After feeling that she had helped lay the infrastructure for a more balanced approach in sentencing, and facing personal financial hardship (including abruptly finding herself in a position of having to raise her children as a single mother), in 1992 Charlene answered an ad to join the HLGC.

When Charlene took over the moribund HLGC, she was asked to “come in and make it work.” Charlene would soon give it an animating idea and borrow R100 million (14 million USD), secured by a series of zero coupon bonds.
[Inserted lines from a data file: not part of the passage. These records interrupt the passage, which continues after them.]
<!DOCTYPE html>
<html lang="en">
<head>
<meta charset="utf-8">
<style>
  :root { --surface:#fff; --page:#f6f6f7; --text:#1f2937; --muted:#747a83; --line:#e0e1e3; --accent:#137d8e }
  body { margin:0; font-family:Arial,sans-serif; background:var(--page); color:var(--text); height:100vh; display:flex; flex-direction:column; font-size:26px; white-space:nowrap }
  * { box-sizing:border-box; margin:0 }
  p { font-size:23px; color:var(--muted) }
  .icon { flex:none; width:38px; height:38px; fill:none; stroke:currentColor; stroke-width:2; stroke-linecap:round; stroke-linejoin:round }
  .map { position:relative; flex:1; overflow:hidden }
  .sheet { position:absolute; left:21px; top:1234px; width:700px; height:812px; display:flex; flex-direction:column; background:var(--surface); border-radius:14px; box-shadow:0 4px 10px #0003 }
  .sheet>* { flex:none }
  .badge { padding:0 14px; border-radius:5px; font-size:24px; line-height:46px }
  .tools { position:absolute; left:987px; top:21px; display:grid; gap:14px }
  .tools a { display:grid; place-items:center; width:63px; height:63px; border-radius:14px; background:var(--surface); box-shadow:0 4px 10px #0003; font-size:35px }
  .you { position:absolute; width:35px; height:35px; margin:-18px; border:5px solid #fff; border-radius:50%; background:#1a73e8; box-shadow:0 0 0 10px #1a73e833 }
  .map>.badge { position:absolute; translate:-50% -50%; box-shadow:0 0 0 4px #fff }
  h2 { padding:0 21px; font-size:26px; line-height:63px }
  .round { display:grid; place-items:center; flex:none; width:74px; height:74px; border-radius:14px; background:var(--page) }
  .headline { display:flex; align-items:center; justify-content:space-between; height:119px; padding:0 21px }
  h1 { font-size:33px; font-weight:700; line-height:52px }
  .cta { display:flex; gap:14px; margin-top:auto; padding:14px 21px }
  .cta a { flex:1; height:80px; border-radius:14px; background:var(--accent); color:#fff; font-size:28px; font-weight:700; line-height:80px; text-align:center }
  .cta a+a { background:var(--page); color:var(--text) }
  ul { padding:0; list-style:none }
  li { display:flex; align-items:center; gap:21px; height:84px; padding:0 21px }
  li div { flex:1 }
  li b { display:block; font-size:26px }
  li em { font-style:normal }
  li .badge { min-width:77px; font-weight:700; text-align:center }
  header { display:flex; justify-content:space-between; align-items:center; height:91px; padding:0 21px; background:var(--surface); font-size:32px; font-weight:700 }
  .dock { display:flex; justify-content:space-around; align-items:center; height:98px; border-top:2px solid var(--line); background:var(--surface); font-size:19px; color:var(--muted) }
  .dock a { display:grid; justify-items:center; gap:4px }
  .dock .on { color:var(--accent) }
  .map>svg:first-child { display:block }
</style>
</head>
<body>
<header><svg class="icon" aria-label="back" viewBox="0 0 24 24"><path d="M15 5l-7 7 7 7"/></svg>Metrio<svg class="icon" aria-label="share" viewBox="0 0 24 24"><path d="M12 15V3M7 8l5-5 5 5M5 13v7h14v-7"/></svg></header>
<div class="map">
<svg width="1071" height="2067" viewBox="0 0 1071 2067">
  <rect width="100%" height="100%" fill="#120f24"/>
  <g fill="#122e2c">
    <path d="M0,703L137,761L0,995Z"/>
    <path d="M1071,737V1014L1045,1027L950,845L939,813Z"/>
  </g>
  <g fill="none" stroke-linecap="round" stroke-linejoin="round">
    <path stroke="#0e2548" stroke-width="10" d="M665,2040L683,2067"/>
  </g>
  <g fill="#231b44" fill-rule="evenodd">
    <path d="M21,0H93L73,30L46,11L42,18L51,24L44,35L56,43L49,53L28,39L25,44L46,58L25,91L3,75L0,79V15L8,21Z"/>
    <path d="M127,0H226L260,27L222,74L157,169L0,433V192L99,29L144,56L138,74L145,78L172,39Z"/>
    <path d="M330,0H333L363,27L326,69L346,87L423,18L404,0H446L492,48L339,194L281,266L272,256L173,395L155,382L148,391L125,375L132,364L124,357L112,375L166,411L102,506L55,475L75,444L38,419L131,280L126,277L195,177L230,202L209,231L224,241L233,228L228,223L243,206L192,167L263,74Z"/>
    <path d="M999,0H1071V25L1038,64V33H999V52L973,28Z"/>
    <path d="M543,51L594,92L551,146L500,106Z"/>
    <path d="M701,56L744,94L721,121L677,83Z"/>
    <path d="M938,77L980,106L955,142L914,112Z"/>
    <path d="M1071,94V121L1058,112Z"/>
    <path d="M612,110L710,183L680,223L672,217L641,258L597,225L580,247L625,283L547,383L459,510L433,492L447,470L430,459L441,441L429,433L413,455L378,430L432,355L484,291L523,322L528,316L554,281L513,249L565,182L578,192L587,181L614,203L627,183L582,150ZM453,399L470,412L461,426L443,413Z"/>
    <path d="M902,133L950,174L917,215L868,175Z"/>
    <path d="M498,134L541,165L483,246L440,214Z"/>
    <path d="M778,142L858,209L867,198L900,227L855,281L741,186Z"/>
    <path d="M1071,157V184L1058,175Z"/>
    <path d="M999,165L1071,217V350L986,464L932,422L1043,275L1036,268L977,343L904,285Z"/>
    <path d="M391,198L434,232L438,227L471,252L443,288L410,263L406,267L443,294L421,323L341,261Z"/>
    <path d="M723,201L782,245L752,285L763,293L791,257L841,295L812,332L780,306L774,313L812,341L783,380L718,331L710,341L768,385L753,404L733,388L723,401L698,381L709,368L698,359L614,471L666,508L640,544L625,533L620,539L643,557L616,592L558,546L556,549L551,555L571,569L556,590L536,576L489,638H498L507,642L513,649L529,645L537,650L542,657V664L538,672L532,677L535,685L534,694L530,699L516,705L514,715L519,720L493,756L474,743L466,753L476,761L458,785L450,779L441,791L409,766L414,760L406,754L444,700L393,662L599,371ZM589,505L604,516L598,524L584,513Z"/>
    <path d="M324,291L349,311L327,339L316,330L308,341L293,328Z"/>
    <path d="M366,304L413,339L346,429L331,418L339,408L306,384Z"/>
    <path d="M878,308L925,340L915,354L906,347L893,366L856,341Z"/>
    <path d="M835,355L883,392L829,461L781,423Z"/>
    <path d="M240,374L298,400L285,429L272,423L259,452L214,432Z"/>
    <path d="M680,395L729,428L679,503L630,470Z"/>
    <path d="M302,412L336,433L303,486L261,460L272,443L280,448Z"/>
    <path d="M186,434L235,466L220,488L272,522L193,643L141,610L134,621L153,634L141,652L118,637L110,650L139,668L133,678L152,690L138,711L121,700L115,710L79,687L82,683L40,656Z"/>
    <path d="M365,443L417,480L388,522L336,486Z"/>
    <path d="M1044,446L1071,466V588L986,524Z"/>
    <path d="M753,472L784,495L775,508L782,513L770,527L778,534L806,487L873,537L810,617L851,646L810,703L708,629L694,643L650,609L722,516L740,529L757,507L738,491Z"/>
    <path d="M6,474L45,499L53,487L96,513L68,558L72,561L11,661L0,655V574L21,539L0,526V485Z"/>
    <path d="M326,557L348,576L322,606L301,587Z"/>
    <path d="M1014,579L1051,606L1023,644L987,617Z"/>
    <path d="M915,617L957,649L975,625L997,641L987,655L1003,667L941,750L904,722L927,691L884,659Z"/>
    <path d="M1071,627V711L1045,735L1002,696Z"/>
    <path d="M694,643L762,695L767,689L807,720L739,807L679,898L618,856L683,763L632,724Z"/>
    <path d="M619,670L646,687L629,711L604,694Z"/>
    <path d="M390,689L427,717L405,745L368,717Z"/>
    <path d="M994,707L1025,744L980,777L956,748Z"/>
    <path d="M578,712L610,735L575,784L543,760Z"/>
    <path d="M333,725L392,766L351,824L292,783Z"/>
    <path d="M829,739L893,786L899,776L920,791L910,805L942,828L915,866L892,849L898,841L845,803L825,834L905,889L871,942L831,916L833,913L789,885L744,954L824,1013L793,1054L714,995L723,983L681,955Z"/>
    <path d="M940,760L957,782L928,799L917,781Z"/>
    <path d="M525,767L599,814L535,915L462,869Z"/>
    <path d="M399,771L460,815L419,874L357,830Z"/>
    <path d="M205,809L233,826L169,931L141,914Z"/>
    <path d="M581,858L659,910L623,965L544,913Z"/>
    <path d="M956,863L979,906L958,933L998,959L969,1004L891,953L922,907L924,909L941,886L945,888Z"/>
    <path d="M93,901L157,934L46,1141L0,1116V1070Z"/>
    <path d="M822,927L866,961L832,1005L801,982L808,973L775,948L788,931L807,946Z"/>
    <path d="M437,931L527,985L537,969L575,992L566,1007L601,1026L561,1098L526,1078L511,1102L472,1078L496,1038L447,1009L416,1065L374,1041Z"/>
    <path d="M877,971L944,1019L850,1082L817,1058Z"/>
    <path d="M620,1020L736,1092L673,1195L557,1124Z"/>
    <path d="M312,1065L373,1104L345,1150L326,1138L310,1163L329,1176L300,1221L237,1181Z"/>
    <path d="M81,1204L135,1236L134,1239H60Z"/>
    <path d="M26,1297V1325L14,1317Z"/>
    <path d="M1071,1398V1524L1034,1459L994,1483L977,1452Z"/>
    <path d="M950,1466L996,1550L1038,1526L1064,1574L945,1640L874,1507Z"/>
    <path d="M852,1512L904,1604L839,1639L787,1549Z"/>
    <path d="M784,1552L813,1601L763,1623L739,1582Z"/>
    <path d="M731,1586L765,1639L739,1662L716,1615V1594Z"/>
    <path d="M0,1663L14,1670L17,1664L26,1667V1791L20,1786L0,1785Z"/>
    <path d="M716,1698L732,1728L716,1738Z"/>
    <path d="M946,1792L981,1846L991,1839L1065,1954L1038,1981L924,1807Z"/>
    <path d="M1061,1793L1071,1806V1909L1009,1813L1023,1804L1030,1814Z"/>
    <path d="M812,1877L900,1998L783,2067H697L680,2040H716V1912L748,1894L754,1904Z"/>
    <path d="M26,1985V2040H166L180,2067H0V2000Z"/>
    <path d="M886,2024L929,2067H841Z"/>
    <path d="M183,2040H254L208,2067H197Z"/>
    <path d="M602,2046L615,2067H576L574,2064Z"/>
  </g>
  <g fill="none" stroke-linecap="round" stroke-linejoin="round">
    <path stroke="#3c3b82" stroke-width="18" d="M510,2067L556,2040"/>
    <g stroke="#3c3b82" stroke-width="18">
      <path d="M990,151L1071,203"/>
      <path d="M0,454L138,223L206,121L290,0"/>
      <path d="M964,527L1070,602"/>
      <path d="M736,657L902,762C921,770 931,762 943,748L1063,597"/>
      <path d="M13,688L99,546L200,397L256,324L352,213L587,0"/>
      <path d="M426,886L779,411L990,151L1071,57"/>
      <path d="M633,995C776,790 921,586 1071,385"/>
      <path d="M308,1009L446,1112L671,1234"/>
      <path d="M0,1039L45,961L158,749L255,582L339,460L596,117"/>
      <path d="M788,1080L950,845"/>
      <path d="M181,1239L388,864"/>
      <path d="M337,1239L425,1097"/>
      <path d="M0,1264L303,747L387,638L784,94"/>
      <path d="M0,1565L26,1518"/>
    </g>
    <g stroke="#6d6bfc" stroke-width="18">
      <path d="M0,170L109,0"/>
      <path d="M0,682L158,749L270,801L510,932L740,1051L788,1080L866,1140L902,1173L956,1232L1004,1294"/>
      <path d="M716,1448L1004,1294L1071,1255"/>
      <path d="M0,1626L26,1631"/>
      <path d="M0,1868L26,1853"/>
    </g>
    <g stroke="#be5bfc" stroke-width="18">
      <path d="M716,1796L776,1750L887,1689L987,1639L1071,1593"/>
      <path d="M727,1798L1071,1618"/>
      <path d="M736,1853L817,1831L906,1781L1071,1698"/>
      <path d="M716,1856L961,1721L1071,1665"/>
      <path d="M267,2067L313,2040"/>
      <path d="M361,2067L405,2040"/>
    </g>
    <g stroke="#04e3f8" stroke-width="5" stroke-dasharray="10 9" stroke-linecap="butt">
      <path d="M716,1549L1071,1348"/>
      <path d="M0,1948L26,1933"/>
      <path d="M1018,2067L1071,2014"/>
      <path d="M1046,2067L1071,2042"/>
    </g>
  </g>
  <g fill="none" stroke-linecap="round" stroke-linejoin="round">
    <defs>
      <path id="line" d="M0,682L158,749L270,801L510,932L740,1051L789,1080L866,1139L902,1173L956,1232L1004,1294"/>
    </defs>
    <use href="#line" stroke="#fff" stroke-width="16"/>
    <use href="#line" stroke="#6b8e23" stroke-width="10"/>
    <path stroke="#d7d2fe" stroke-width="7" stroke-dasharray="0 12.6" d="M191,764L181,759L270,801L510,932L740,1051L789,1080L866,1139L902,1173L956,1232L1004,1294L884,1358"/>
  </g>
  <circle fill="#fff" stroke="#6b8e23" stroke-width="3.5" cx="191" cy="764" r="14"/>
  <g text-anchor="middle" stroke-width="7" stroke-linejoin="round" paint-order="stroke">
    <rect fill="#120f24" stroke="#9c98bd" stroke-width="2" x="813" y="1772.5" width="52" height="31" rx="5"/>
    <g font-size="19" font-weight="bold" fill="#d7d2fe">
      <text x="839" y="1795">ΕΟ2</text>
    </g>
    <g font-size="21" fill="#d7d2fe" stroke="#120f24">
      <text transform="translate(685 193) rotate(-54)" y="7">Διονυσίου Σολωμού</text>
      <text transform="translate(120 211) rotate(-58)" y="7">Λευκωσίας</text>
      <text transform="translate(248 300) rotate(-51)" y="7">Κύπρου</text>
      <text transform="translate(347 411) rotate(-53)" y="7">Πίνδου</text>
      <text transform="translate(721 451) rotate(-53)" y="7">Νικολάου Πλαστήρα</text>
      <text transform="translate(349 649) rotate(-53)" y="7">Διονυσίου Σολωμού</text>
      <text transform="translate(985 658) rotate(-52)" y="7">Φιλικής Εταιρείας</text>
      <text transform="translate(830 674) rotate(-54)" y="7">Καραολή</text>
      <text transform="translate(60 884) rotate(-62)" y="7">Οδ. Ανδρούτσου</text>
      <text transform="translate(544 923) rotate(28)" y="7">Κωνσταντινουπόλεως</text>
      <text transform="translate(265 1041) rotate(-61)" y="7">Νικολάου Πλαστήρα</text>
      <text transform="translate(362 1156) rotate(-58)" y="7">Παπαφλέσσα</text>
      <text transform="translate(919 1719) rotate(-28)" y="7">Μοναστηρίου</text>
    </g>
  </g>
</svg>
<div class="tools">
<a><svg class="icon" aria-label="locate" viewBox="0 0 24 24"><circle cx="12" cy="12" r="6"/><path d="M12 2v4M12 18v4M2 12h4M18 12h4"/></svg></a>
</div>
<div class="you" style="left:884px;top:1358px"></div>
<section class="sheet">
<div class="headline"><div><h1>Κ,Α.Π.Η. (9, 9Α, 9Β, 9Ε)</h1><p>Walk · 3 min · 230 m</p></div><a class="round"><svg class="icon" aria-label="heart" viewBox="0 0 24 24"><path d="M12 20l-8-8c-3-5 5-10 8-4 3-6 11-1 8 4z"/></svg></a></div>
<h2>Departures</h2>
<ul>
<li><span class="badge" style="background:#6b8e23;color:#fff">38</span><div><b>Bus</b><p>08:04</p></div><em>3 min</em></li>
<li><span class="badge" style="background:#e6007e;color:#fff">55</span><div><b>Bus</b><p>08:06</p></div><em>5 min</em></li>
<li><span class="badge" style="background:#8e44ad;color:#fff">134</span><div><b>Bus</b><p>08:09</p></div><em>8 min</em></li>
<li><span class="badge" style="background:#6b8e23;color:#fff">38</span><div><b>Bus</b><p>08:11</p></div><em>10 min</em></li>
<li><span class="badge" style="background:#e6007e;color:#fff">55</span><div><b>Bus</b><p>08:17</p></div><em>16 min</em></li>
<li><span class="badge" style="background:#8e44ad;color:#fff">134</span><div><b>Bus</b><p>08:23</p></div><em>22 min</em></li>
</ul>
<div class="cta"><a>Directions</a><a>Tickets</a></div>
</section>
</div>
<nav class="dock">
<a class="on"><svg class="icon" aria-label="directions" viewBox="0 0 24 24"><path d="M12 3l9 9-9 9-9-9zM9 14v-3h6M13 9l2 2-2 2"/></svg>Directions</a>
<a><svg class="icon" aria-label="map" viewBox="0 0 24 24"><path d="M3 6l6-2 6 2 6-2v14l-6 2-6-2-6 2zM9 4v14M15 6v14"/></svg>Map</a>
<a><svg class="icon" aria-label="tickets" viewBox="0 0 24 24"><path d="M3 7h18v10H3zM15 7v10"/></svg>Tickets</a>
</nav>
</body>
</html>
It leveraged that capital and accessed international reinsurance, in the process creating its own captive insurance company. HLGC also became a registered and licensed short term specialist insurer, which would eventually achieve a AA+ (domestic scale) rating.

Charlene’s mind set is one that melds sustainable business with social needs and requirements. She believes that in the housing arena, “if you don’t pay you can’t stay, unless you can’t pay – in which case, we should do everything possible to try and resolve the issues. In terms of HIV – if you take responsibility for your HIV status and treatment if required, we should do everything we can to ensure that you remain housed when you are unable to pay your way because of your illness.” Charlene remains motivated by the fact that everything she does has an effect on somebody’s ability to own a house, get access to world class AIDS treatment, and hopefully, live a better life.

Charlene has twice received the National Housing Person of the Year Award.